Debates
A identidade do país e do governo
Da Redação | 14 de maio de 2019 - 02:32
Por Gaudêncio Torquato
A análise política trabalha com dois conceitos
para interpretar fenômenos ligados aos protagonistas da política, sejam pessoas
físicas ou jurídicas, políticos ou governos: identidade e imagem. O primeiro se
refere à índole dos protagonistas, seu caráter, programas e ações, o que
verdadeiramente representam; já a imagem é a projeção da identidade,
significando a percepção que deles têm os cidadãos, a maneira como as pessoas
vêem os integrantes da esfera política.
A identidade do Brasil, por exemplo, abriga um
conjunto de elementos, dentre os quais o tamanho do território, suas riquezas
naturais, a natureza de sua população, os ciclos históricos, as tradições e
costumes, enfim, tudo que possa realçar o porte do país. Convido o leitor a
construir na mente o mapa da identidade da Nação brasileira. Da mesma maneira,
tente imaginar a identidade do Estado e município onde mora. Faça uma
comparação com outros entes federativos. E pense na questão: os governos do
Estado e do país correspondem efetivamente à dimensão dos territórios que
governam?
Escolhamos, a título de melhor associação de
ideias, o governo Bolsonaro. Sem intenção de diminuir seu peso na balança da
análise política, cresce a percepção de que a identidade do governo é baixa em
relação à altura do Brasil. É como se o país medisse um metro de altura e a
administração Bolsonaro apenas cinquenta centímetros. Conclusão: falta muito
governo para cobrir o real tamanho do nosso território continental.

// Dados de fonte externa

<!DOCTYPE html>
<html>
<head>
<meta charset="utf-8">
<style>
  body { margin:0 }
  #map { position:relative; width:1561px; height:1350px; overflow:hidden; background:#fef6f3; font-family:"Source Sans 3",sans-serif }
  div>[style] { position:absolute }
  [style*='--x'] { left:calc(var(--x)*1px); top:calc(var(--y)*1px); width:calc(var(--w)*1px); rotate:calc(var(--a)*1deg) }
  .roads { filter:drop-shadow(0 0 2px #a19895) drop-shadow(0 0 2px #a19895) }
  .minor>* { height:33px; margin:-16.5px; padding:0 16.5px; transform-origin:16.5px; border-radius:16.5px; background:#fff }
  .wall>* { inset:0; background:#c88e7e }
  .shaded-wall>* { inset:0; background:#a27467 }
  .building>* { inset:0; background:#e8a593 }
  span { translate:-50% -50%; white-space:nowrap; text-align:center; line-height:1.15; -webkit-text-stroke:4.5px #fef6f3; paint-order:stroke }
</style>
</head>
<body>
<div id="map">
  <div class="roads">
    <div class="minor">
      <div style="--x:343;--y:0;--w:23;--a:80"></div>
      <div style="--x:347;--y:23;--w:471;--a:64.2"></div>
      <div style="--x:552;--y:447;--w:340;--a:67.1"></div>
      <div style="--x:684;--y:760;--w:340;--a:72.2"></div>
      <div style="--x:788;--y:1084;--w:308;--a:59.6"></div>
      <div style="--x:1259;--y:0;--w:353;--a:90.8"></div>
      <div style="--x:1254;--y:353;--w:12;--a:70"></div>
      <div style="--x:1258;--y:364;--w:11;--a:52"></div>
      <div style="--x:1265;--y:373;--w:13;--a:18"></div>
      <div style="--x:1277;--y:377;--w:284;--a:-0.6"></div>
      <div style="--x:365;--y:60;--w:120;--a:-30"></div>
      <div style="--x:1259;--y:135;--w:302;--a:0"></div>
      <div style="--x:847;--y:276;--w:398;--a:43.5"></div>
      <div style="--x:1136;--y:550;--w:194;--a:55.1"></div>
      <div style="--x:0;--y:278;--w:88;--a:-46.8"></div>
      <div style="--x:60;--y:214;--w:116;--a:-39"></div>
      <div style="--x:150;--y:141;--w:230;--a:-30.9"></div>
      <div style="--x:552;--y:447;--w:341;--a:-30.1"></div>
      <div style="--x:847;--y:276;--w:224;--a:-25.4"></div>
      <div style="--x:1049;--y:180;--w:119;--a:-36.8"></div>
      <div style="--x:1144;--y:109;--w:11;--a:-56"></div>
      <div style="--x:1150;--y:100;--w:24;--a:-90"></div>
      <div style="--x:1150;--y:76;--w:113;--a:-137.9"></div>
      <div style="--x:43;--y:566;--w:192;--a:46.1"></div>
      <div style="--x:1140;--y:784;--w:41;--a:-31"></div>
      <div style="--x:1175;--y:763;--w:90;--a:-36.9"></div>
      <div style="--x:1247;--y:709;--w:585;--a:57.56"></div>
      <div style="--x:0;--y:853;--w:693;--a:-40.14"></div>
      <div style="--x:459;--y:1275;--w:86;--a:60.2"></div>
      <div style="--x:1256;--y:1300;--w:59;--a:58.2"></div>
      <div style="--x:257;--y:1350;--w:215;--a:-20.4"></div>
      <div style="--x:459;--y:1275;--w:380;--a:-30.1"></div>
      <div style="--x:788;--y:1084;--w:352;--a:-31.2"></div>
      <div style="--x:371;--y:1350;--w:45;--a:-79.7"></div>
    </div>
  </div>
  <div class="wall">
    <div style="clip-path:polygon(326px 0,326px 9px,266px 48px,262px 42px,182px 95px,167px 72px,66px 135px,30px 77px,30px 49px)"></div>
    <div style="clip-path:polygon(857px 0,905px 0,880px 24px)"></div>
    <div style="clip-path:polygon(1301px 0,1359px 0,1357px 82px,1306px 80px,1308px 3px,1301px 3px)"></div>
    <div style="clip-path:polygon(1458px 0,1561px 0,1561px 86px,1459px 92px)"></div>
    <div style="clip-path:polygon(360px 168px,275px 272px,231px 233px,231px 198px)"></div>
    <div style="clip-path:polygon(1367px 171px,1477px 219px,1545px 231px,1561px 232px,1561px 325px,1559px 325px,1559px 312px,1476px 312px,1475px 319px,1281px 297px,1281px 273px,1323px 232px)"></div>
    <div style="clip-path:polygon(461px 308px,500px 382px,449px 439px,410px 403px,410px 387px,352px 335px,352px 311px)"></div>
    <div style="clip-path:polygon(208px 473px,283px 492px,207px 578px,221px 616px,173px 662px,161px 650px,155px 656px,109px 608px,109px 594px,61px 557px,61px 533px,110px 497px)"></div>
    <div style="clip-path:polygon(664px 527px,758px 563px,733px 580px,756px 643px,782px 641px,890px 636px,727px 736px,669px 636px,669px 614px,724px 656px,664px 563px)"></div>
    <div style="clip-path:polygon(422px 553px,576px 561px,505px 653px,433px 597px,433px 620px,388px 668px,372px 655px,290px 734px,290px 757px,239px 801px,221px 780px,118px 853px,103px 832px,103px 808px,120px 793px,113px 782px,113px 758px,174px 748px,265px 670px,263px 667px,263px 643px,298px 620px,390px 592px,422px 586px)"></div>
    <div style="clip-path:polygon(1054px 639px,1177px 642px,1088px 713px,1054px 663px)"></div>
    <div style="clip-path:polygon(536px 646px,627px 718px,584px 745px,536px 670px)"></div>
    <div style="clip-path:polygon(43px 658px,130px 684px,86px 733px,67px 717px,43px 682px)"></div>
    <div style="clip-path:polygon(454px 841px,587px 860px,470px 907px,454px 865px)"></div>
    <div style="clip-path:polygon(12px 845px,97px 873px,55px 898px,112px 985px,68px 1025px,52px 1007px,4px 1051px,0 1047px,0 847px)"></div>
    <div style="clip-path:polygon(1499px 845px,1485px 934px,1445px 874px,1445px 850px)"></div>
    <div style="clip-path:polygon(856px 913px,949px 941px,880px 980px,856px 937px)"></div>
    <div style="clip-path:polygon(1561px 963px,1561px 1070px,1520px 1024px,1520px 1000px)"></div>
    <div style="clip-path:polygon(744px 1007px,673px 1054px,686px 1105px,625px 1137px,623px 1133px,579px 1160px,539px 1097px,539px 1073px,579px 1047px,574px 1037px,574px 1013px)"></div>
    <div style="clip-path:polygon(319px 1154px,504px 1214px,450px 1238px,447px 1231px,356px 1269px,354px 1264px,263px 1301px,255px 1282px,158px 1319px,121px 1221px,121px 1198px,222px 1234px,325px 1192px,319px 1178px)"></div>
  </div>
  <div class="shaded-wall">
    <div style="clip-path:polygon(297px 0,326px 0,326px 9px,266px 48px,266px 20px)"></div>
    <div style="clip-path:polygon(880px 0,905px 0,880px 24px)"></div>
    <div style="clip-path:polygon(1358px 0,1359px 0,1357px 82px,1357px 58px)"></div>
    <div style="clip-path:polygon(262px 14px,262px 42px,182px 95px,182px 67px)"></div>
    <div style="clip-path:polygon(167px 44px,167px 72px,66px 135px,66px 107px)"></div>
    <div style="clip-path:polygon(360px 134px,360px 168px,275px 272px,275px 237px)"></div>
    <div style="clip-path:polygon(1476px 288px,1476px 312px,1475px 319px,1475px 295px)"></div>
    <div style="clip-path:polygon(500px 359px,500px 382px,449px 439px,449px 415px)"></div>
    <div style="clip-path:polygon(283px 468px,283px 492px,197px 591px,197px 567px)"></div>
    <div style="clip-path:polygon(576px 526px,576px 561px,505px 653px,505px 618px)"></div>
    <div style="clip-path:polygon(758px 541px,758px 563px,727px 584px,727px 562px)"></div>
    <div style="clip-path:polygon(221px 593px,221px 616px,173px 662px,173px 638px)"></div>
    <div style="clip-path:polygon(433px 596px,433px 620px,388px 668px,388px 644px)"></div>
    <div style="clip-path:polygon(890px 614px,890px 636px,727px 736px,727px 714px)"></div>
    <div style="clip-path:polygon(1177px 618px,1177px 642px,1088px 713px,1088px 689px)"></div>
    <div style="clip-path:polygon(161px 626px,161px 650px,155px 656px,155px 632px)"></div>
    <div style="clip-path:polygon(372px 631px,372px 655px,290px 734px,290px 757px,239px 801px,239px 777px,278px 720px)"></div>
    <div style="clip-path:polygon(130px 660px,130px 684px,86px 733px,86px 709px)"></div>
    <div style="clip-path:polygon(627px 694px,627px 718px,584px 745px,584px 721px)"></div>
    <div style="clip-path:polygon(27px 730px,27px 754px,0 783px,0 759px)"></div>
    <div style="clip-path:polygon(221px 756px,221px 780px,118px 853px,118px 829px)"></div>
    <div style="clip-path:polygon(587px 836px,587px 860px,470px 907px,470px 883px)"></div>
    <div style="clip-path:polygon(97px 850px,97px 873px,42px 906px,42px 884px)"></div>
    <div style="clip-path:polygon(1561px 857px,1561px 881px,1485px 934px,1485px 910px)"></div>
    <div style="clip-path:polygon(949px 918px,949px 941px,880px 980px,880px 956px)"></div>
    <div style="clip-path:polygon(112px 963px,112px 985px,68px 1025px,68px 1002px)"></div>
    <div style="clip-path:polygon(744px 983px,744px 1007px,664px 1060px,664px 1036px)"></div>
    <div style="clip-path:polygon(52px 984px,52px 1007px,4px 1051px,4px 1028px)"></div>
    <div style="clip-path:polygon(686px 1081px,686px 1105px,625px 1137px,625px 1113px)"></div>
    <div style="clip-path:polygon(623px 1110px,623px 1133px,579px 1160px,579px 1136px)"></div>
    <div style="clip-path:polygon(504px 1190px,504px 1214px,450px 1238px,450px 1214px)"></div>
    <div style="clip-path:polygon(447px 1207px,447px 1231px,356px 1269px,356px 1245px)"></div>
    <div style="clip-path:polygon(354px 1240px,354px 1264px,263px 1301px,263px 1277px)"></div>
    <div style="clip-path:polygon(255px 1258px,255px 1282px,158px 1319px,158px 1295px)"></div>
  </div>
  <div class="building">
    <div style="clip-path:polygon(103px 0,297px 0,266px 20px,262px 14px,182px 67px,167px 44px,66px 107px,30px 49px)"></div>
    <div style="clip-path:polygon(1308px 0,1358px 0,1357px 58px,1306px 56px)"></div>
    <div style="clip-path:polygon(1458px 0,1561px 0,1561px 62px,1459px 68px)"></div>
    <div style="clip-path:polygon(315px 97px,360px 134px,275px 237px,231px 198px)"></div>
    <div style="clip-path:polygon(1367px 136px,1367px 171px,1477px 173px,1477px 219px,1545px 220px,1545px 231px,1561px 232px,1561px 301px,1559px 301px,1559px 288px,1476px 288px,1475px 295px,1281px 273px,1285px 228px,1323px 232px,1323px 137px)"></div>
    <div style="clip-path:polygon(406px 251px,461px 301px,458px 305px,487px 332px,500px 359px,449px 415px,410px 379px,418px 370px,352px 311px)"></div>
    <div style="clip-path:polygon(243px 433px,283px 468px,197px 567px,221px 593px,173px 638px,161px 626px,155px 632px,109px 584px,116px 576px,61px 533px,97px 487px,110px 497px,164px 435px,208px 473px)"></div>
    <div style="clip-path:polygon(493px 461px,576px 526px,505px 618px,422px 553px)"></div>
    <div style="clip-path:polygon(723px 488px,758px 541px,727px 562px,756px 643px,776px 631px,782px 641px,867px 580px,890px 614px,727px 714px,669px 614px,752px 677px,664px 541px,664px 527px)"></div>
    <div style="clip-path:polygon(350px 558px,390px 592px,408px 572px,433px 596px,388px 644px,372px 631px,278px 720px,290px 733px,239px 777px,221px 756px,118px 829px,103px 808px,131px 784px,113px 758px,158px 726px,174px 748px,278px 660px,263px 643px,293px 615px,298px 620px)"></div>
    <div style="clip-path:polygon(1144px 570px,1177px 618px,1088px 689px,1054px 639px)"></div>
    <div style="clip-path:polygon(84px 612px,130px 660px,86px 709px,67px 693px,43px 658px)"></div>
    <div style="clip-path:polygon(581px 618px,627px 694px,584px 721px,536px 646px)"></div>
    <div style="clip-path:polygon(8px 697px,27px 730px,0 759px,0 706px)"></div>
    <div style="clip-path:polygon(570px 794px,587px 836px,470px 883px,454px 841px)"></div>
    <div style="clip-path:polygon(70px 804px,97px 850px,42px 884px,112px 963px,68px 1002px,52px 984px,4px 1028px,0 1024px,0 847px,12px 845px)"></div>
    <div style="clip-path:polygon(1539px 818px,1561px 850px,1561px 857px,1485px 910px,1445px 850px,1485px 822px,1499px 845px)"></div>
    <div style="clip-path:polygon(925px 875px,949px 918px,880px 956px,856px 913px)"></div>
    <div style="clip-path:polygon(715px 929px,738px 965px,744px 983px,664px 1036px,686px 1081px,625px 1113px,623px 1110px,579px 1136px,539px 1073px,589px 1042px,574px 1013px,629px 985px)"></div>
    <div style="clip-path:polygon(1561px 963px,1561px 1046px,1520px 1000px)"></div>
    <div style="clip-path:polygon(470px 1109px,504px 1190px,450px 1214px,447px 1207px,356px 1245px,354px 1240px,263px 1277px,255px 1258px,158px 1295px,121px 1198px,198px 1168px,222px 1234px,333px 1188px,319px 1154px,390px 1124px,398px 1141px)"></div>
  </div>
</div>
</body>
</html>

O que causa tal sentimento? Vamos lá: a crise
interna entre grupos, a ideologização que gera conflitos, o despreparo de
perfis, a extrema relevância que se dá ao guru da família Bolsonaro e até mesmo
o baixo nível na linguagem usada por protagonistas. Eis o que disse durante a
semana a ministra dos Direitos Humanos: “a Funai tem de ficar com mamãe
Damares, não com papai Moro”. Assim a titular da pasta de Direitos Humanos fez
apelo para conservar sob sua órbita a Fundação Nacional do Índio. Já o
horoscopista elogiado pelo presidente e agraciado com o maior galardão do
Itamaraty é o recordista no uso de palavras chulas.
Ora, há uma liturgia do poder, que obriga
participantes da esfera governamental a adotar posturas condizentes com o
cargo, o que inclui o uso de expressão conveniente. O que se constata é a
“infantilização” da linguagem (essa de Damares) ou os adjetivos sacados do
pântano por figuras que posam de heróis. O próprio Bolsonaro faz afirmações que
fogem à régua da liturgia presidencial.
A sensação de um governo menor deriva também do
fato de se fazer trocas (ou criação) de áreas – Coaf da Justiça para a
Economia, Funai em negociação, política industrial saindo da Economia para
Ministério da Tecnologia, renascimento de ministérios – não por questões de
escopo técnico, mas por conveniências de natureza política. Diminuir poder de um
e passar a outro. Onde está o tão propagado compromisso de evitar o
“troca-troca”, o “toma lá dá cá”?
Espraia-se a percepção de que a administração
não é operada dentro de critérios técnicos. A taxa de improvisação é alta. Há
ilhas de qualidade, como é o caso da equipe econômica comandada pelo ministro
Paulo Guedes ou o ministro da Infraestrutura, Tarcísio Gomes de Freitas, mas o
arquipélago governamental é povoado de perfis sem densidade/experiência na área
em que atuam.
Qual é, afinal, a coluna vertebral do governo?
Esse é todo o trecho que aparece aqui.